The dynamics of futures trading render it unwise to distinguish between an account that currently is portfolio margined and one that was at one time or is intended to be so in the future. Indeed, Subchapter IV of the Bankruptcy Code includes as customers entities with certain claims arising out of property that is not currently margining a commodity contract. Specifically, Section 761(9)(A)(ii) provides that an entity can qualify as a “customer” based on claims arising out of any of the following: (I) The “liquidation, or change in the value of a commodity contract;” (II) a deposit of property “for the purpose of making or margining * * * a commodity contract;” or (III) “the making or taking of delivery of a commodity contract.” Accordingly, there is no requirement that the customer's assets be margining commodity contracts on the day that the bankruptcy petition is filed. Therefore, all assets contained in such an account are properly included within the customer's net equity.
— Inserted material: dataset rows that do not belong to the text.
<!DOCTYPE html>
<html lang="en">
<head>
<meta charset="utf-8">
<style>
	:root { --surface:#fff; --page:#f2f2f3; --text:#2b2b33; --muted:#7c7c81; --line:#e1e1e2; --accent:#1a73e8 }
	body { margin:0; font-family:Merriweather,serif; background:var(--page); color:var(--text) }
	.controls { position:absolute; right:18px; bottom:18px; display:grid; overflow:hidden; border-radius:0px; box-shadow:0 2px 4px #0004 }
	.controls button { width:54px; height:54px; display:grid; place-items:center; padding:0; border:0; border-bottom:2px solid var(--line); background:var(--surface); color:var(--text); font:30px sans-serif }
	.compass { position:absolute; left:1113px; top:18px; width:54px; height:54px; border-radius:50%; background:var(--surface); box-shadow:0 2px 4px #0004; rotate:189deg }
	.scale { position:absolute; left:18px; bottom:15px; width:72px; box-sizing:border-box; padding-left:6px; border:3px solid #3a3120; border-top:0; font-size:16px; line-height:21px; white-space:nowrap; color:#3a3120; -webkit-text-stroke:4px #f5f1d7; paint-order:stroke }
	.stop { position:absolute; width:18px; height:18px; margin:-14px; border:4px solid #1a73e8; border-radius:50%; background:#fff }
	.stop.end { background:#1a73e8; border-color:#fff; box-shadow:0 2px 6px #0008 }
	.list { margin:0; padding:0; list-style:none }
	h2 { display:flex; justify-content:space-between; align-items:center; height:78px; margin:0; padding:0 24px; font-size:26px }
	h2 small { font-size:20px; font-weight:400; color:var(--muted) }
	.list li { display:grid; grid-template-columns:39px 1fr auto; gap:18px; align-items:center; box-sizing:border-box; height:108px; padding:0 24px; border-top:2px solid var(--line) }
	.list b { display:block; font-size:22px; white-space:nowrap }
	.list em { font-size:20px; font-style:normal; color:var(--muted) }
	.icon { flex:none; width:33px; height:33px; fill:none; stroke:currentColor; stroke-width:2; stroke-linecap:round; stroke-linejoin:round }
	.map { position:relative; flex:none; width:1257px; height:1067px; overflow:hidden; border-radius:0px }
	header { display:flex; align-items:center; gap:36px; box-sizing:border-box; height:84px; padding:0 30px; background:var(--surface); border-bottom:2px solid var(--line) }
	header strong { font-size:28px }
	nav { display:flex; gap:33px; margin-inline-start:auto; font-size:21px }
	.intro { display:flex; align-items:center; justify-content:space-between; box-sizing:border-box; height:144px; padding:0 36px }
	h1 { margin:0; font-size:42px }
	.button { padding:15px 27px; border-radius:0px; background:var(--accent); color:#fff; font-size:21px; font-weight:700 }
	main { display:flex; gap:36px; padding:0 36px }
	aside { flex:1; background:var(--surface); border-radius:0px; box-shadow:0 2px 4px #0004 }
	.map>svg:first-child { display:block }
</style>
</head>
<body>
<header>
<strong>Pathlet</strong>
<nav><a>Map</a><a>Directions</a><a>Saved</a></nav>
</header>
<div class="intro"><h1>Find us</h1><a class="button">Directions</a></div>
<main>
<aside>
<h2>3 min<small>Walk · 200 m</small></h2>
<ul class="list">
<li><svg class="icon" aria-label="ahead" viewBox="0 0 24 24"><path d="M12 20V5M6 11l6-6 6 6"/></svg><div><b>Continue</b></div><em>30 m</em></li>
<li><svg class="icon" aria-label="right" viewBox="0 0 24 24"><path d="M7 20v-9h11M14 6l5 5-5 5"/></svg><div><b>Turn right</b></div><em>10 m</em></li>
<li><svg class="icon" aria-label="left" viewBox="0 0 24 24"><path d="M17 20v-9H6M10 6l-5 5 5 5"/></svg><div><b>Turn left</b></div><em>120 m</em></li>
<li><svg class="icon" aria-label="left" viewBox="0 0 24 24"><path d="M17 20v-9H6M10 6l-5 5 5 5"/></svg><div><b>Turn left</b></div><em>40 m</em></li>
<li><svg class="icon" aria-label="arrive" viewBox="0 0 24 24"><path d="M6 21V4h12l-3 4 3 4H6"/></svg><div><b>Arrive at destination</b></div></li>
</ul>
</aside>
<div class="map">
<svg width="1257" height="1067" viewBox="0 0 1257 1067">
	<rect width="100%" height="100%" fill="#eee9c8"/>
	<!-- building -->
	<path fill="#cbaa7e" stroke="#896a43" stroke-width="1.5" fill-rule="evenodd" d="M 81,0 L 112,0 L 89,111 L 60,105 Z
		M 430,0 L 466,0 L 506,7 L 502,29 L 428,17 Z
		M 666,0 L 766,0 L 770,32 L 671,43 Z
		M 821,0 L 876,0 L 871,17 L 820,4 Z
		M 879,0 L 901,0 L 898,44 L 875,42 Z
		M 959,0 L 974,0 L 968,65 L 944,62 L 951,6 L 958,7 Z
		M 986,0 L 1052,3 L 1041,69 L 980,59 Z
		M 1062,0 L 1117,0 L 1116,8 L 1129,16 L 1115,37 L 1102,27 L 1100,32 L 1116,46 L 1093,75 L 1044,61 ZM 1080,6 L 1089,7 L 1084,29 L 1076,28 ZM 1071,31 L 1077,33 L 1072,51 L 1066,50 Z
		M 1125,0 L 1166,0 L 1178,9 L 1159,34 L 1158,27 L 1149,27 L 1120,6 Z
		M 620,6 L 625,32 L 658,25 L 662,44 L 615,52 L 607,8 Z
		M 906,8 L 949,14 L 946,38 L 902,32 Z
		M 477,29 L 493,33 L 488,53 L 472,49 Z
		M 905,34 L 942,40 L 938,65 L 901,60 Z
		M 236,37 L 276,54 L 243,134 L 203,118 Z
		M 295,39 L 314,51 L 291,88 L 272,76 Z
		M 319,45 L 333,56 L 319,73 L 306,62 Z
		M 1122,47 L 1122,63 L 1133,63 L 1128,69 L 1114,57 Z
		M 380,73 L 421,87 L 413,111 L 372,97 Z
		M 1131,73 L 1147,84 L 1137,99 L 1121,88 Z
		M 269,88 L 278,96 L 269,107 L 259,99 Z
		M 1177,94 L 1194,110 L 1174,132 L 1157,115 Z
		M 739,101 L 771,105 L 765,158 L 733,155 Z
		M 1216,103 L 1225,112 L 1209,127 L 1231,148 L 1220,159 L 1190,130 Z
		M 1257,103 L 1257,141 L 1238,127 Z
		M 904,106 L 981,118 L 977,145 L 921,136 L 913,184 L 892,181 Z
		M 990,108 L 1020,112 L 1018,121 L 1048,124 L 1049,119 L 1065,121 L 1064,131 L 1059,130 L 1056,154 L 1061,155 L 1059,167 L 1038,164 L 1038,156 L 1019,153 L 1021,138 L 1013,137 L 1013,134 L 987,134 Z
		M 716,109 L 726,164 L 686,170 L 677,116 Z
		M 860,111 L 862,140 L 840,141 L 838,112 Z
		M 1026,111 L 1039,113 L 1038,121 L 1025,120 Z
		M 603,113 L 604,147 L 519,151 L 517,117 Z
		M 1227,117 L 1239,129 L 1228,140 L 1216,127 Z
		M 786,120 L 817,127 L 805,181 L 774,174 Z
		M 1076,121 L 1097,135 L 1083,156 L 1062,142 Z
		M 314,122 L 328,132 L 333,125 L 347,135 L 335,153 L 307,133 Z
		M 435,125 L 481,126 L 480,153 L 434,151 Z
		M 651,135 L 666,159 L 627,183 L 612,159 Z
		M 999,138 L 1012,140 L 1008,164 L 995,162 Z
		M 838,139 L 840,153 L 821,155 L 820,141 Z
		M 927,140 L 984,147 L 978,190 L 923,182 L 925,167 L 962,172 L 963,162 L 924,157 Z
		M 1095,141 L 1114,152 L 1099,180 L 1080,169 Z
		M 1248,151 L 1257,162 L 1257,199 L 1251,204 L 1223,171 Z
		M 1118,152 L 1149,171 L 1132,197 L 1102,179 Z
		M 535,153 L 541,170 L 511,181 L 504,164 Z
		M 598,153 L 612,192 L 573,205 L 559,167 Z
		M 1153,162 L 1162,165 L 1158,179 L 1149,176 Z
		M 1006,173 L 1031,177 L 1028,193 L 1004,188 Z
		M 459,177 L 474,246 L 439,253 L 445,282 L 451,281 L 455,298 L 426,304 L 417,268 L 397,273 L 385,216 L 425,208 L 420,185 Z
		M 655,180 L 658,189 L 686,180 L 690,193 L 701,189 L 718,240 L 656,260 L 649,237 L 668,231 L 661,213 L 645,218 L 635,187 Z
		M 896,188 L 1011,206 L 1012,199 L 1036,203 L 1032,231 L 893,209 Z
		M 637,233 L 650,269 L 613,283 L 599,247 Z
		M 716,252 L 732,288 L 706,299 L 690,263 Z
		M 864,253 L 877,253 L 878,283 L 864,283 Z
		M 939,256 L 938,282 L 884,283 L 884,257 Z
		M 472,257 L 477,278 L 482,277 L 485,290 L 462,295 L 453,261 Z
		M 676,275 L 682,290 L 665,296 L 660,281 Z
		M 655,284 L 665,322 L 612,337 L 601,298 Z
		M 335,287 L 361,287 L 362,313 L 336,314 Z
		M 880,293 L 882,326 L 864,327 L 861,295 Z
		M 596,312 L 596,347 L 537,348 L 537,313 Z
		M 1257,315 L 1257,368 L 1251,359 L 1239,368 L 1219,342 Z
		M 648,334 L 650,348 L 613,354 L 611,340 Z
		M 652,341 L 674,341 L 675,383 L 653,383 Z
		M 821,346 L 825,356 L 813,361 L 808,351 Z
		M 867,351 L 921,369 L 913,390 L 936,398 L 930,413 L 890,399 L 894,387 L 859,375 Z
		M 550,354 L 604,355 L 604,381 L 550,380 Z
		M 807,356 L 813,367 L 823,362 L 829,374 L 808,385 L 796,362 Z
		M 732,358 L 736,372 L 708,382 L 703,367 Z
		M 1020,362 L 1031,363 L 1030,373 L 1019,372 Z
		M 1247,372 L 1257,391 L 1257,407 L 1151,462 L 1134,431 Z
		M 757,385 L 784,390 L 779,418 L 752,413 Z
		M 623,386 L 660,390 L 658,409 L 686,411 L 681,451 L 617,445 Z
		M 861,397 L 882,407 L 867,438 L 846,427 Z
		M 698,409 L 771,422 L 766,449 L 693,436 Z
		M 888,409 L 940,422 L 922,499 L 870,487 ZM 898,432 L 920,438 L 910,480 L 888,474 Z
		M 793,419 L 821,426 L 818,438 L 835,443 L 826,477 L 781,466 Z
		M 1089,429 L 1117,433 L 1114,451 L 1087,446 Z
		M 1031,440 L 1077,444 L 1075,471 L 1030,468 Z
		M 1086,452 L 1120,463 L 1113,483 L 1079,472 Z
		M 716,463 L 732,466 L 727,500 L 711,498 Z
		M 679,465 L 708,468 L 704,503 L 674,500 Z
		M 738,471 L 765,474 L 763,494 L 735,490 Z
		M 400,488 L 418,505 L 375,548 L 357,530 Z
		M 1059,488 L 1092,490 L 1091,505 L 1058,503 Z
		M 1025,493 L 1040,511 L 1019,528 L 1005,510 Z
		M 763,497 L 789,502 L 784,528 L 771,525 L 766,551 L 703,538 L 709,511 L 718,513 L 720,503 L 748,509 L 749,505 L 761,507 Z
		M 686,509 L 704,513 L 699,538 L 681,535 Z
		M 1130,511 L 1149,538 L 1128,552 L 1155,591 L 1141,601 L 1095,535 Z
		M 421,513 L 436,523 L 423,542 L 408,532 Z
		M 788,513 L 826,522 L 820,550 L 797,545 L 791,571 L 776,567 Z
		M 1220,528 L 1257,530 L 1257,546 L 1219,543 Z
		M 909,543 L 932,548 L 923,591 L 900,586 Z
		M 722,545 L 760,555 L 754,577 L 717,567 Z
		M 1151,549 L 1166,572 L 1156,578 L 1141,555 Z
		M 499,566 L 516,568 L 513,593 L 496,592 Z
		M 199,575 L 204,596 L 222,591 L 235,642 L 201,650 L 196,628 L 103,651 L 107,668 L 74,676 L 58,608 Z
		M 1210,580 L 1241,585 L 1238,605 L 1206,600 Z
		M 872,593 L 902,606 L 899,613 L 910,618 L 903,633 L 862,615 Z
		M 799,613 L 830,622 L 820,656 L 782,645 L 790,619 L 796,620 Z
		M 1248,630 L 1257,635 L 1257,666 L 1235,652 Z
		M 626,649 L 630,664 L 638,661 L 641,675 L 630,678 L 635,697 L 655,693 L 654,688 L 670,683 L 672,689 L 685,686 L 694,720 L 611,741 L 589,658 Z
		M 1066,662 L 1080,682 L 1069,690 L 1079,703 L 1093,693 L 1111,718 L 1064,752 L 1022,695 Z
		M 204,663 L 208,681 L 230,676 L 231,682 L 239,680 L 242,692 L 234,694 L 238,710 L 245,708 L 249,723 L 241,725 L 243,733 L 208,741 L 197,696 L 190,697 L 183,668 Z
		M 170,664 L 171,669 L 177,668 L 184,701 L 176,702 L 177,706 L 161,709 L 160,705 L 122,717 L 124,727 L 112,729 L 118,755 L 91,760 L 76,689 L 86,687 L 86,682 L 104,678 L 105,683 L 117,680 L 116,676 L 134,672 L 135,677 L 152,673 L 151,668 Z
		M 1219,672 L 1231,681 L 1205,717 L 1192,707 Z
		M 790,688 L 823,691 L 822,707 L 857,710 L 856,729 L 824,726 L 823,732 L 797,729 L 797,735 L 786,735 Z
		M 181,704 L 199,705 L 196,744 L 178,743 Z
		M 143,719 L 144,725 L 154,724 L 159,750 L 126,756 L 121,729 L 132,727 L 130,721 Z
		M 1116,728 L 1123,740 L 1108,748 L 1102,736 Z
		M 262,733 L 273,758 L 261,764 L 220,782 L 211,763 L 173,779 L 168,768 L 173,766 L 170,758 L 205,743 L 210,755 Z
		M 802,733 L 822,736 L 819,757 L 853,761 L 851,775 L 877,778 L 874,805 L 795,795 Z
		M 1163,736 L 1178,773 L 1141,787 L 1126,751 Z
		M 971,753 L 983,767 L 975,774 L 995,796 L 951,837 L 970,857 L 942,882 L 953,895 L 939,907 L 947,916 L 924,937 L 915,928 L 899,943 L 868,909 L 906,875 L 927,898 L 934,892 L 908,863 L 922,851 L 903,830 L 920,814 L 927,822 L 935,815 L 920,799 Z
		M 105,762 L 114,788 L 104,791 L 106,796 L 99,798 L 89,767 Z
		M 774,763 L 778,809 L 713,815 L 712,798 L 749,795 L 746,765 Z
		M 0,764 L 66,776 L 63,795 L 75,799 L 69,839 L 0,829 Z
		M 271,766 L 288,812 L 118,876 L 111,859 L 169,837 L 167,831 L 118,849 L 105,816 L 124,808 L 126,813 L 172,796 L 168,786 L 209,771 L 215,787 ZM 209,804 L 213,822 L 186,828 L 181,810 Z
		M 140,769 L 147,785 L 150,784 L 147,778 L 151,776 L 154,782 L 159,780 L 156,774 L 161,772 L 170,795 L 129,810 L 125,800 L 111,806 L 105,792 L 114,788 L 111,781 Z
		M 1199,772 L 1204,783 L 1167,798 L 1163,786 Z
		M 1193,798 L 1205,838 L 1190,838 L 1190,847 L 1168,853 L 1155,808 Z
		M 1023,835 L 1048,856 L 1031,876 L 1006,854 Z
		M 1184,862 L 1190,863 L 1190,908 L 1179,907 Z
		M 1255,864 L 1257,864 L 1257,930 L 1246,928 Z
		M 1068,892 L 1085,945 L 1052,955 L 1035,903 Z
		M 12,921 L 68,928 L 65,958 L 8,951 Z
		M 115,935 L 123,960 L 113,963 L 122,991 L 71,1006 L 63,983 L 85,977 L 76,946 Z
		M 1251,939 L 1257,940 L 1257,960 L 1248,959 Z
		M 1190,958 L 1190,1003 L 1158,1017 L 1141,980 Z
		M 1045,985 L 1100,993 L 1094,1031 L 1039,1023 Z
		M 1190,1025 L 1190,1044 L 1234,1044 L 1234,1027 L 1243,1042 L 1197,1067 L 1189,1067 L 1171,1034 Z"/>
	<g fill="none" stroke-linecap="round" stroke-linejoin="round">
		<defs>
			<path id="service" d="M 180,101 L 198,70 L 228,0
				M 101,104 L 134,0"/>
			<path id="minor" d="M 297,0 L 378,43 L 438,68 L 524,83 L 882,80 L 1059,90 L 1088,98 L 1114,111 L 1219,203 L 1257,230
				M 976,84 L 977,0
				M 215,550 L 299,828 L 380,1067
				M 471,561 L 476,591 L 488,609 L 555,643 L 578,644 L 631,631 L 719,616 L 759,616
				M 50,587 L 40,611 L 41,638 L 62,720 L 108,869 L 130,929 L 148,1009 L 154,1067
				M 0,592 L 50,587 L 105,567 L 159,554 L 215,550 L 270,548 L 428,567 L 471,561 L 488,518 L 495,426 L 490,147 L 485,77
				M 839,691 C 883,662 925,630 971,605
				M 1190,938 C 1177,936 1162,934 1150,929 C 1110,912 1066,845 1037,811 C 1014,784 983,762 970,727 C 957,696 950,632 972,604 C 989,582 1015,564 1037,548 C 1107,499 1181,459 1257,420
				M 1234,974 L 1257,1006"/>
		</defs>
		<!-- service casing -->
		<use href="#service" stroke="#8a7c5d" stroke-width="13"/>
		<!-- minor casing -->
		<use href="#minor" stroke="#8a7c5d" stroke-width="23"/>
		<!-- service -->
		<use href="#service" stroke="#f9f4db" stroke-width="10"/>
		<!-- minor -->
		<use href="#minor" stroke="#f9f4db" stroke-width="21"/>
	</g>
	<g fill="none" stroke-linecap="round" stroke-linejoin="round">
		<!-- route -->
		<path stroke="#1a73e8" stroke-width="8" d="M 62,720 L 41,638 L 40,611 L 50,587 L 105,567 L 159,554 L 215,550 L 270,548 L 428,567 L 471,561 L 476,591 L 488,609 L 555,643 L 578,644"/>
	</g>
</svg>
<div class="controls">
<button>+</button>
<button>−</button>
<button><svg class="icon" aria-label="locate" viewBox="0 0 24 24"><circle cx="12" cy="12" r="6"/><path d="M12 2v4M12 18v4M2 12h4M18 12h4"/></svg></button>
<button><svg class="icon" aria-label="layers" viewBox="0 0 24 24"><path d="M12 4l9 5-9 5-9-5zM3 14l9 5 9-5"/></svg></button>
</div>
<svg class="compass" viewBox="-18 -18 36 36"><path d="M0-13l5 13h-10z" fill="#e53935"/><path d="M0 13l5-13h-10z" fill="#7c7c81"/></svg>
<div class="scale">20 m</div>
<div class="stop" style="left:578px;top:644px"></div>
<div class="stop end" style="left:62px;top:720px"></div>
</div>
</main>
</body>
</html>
Part 190 of the Commission's Regulations divides accounts into several classes, specifically: Futures accounts, foreign futures accounts, leverage accounts, commodity option accounts, and delivery accounts. 12
In October 2004, the Commission issued an interpretation regarding the appropriate account class for funds attributable to contracts traded on non-domestic boards of trade, and the assets margining such contracts, that are included in accounts segregated in accordance with Section 4d of the Act pursuant to Commission Order. 13
In that context, the Commission concluded that the claim is properly against the Section 4d account class because customers whose assets are deposited in such an account pursuant to Commission Order should benefit from that pool of assets. The same rationale supports the Commission's conclusion that a claim arising out of a cleared-only contract, or the property margining such a contract, would be includable in the futures account class where, pursuant to Commission Order, the contract or property is included in an account segregated in accordance with Section 4d of the Act.
Issued in Washington, DC, on September 26, 2008, by the Commodity Futures Trading Commission.
Secretary of the Commission.
Concurrence of Commission Michael V. Dunn CBOT Request for an Order Under Section 4d of the Commodity Exchange Act Related to the Clearing of OTC Ethanol Products
I concur with granting 4d relief to the Chicago Board of Trade (CBOT) related to the clearing of OTC ethanol products while reserving judgment as to whether the Commission in the future should revisit the determination as to whether ethanol should be considered an agricultural commodity.
Ethanol markets clearly impact agricultural markets as we all realize. Even though I recognize that arguments can be made that ethanol is an energy commodity because it is primarily used as a source of energy, I don't think that should necessarily be the deciding factor.
Ethanol is clearly an important part of our agricultural economy. At some point, I think we may need to reconsider carefully whether ethanol should be considered an agricultural commodity so that it would be subject to the highest level of Commission jurisdiction rather than the lesser jurisdiction that attends energy commodities.
Despite this, I believe the order should be approved because the conditions attending the 4d order will bring greater transparency and accountability to the CBOT's ethanol swaps market than currently exist.